[Exercise prompt] Exactly the lines from the beginning of the records to the line with "position:relative; width:1080px; height:1327px;", both ends included, are to be given again, and pictures are to be left out.

Data section Block Start

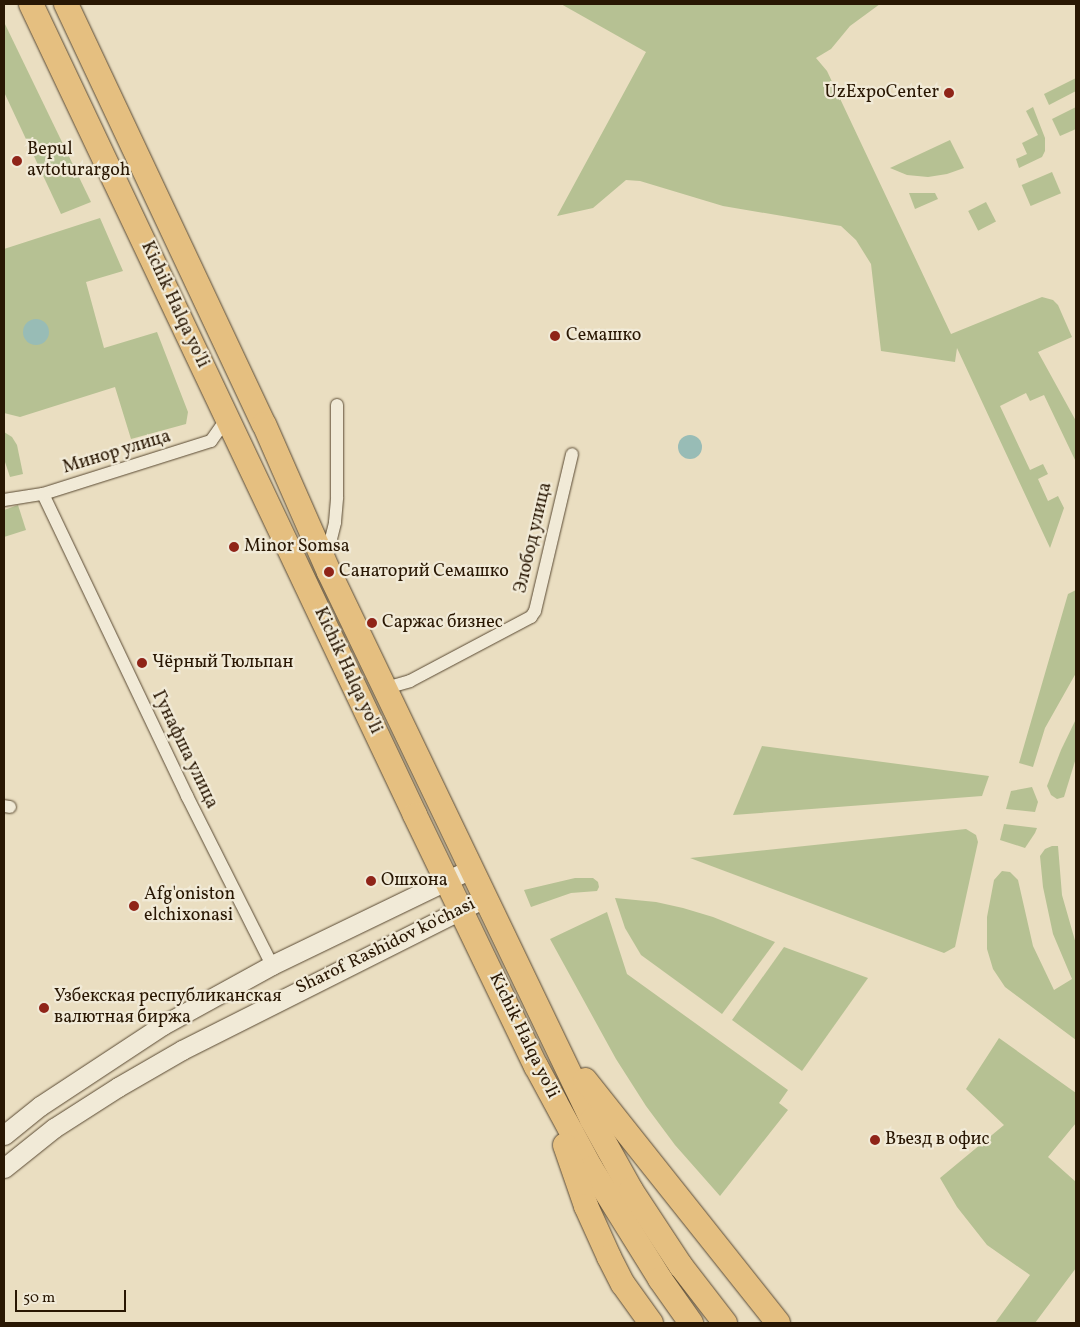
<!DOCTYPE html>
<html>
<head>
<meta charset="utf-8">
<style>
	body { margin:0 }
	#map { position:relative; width:1080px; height:1327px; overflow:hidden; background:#eadec1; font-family:Vollkorn,serif }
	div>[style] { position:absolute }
	.green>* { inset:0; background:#b6c193; transform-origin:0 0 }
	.water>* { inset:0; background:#98bcb6 }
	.round { border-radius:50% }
	.roads { filter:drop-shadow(0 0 1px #594932) drop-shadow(0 0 1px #594932) }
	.street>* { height:12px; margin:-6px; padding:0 6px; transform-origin:6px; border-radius:6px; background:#f1ead7 }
	.secondary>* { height:19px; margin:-9.5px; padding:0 9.5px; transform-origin:9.5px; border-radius:9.5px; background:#f1ead7 }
	.highway>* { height:24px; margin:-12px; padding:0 12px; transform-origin:12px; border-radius:12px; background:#e5bf80 }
	.dots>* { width:14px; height:14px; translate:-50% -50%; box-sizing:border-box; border:2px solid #f1ead7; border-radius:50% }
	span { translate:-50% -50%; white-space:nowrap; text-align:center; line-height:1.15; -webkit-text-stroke:4.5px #f1ead7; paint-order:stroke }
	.poi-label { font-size:18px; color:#291703 }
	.right { translate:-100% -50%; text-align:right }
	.left { translate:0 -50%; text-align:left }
	.street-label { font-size:18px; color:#291703 }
	.frame { position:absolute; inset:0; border:5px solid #291703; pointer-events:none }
	.scale { position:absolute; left:15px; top:1290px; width:111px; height:22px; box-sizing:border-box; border:2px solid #291703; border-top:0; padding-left:6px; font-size:15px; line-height:18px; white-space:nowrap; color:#291703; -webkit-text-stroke:4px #f1ead7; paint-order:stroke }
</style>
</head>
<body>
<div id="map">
	<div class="green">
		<i style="clip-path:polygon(561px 4px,880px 4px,850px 26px,831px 49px,816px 58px,827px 71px,951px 334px,1042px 297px,1053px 300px,1058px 305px,1072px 337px,1038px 352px,1076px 421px,1076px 462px,1044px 395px,1030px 401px,1026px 393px,1000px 406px,1030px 470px,1043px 464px,1048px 474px,1038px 479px,1048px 501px,1058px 496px,1064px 508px,1050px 548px,957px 348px,955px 362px,881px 351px,871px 264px,856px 240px,841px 226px,723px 206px,640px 181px,626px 180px,593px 208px,557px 216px,646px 52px)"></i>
		<i style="clip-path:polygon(4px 22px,91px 202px,61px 214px,4px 92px)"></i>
		<i style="clip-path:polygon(1076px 78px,1076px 91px,1049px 105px,1044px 94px)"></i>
		<i style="clip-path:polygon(1033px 107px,1045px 138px,1045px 151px,1042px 157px,1019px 168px,1016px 159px,1027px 154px,1022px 143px,1038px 135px,1026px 111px)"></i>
		<i style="clip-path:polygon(1076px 107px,1076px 129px,1060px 136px,1052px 119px)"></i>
		<i style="clip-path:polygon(950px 140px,964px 168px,947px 174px,928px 177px,907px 175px,890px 168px)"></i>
		<i style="left:1052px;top:172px;width:23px;height:33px;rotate:67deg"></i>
		<i style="clip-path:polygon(909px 193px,935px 193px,938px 199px,915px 209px)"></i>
		<i style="left:986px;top:202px;width:22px;height:20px;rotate:63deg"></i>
		<i style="clip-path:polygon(100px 218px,123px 271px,86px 282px,104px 348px,157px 332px,188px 412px,186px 424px,131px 439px,115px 387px,20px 417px,4px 413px,4px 249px)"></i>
		<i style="clip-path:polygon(4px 432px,12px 437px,17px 445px,23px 474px,10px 477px,4px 459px)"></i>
		<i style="clip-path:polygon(18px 505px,26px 530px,4px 537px,4px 510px)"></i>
		<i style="clip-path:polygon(1076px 590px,1076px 673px,1045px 728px,1033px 767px,1019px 763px,1068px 594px)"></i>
		<i style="clip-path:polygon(1076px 719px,1076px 758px,1064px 797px,1057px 799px,1051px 795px,1047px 786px,1061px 750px)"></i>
		<i style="clip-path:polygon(762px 746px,989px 776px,982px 796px,733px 815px)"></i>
		<i style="clip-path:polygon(1032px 787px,1038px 802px,1035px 812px,1006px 809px,1011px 791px)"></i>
		<i style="clip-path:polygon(1004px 824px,1037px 828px,1035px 833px,1025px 848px,1000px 840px)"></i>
		<i style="clip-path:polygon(966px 829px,976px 835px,978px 842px,955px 947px,944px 953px,690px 858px)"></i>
		<i style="clip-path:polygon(1052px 846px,1058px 846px,1062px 895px,1076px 944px,1076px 1040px,1005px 987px,993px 969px,987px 949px,987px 917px,994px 880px,1002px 871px,1010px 872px,1018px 880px,1033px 946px,1054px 990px,1072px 979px,1053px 934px,1043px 887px,1040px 856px,1045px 849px)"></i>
		<i style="clip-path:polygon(575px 878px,593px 878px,598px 882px,599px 887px,597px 891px,571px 893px,531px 907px,524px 890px)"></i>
		<i style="clip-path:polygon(615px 898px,656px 902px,683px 908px,713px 917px,775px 942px,722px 1014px,641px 955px,625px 928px)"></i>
		<i style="clip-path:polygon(607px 912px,627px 974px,788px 1090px,779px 1103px,788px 1110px,720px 1196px,675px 1145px,646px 1106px,616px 1059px,550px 939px)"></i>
		<i style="clip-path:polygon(784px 947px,868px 978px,802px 1071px,732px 1020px)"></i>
		<i style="clip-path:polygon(999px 1038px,1076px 1093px,1076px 1123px,1048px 1157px,1076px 1182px,1076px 1268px,1035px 1323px,995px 1323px,1030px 1275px,987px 1245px,957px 1207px,940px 1178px,1004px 1125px,966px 1089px)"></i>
	</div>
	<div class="water">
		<i class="round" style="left:23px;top:319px;width:26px;height:26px"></i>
		<i class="round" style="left:678px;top:435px;width:24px;height:24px"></i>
	</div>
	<div class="roads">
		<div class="street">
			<i style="left:43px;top:494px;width:335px;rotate:64.5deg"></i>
			<i style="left:187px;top:796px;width:189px;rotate:63.3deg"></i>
			<i style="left:4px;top:500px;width:39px;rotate:-9deg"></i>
			<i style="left:43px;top:494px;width:176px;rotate:-17.5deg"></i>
			<i style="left:211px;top:441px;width:29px;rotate:-55deg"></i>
			<i style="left:326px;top:559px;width:38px;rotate:-76deg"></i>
			<i style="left:335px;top:522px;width:25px;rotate:-85deg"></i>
			<i style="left:337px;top:497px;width:92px;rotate:-90deg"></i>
			<i style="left:386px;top:688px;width:25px;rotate:-16deg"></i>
			<i style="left:410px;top:681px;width:137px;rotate:-27.9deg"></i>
			<i style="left:531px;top:617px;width:7px;rotate:-56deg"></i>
			<i style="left:535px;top:611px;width:161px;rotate:-76.7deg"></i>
			<i style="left:4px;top:806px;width:6px;rotate:9deg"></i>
		</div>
		<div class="secondary">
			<i style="left:4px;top:1135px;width:46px;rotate:-38.9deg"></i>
			<i style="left:40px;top:1106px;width:147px;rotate:-33.4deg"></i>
			<i style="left:163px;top:1025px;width:124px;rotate:-28.8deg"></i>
			<i style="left:272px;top:965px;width:223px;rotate:-25.8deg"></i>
			<i style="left:4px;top:1168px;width:64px;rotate:-38.7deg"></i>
			<i style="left:54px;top:1128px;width:76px;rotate:-32.6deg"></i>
			<i style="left:118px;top:1087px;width:74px;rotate:-30deg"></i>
			<i style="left:182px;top:1050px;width:340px;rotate:-26.7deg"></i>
		</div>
		<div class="highway">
			<i style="left:31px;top:4px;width:897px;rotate:64.66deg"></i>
			<i style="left:415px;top:815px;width:279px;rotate:64.3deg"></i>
			<i style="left:536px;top:1066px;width:116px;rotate:61.7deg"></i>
			<i style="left:591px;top:1168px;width:131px;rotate:58.1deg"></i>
			<i style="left:660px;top:1279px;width:54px;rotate:54.8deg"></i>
			<i style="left:66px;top:4px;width:464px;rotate:64.8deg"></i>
			<i style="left:264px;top:424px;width:162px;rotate:66.3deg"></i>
			<i style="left:329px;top:572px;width:608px;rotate:64.36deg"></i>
			<i style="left:592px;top:1120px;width:80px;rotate:60.9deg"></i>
			<i style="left:631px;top:1190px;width:91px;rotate:56.7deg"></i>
			<i style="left:681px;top:1266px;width:72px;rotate:52.3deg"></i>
			<i style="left:585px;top:1080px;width:310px;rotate:51.5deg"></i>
			<i style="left:565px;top:1145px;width:65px;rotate:71deg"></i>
			<i style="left:586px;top:1206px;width:56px;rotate:65.7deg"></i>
			<i style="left:609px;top:1257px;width:30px;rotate:63deg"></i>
			<i style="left:623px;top:1284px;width:48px;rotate:54.3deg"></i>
		</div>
	</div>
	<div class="dots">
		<i style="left:949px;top:93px;background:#8f2418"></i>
		<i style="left:17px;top:161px;background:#8f2418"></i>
		<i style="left:555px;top:336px;background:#8f2418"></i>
		<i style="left:234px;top:547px;background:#8f2418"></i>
		<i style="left:329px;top:572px;background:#8f2418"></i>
		<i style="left:372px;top:623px;background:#8f2418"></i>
		<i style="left:142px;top:663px;background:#8f2418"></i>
		<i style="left:371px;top:881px;background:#8f2418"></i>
		<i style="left:134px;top:906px;background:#8f2418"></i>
		<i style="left:44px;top:1008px;background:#8f2418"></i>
		<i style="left:875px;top:1140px;background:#8f2418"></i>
	</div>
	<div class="poi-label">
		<span class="right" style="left:939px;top:93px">UzExpoCenter</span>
		<span class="left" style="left:27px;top:161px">Bepul<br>avtoturargoh</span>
		<span class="left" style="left:566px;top:336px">Семашко</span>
		<span class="left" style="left:244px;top:547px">Minor Somsa</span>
		<span class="left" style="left:339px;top:572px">Санаторий Семашко</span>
		<span class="left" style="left:382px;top:623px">Саржас бизнес</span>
		<span class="left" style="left:152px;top:663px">Чёрный Тюльпан</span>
		<span class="left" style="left:381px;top:881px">Ошхона</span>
		<span class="left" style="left:144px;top:906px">Afg'oniston<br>elchixonasi</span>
		<span class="left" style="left:54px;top:1008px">Узбекская республиканская<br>валютная биржа</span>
		<span class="left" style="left:885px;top:1140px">Въезд в офис</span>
	</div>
	<div class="street-label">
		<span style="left:174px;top:305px;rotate:65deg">Kichik Halqa yo'li</span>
		<span style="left:117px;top:453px;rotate:-17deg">Минор улица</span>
		<span style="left:534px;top:538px;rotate:-77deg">Элобод улица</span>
		<span style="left:347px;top:671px;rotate:65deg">Kichik Halqa yo'li</span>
		<span style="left:184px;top:750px;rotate:64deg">Гунафша улица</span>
		<span style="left:386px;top:947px;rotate:-26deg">Sharof Rashidov ko'chasi</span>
		<span style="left:523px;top:1036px;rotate:64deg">Kichik Halqa yo'li</span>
	</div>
	<div class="frame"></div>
	<div class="scale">50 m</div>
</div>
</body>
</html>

Data section Block End

[Solution below]
<!DOCTYPE html>
<html>
<head>
<meta charset="utf-8">
<style>
	body { margin:0 }
	#map { position:relative; width:1080px; height:1327px; overflow:hidden; background:#eadec1; font-family:Vollkorn,serif }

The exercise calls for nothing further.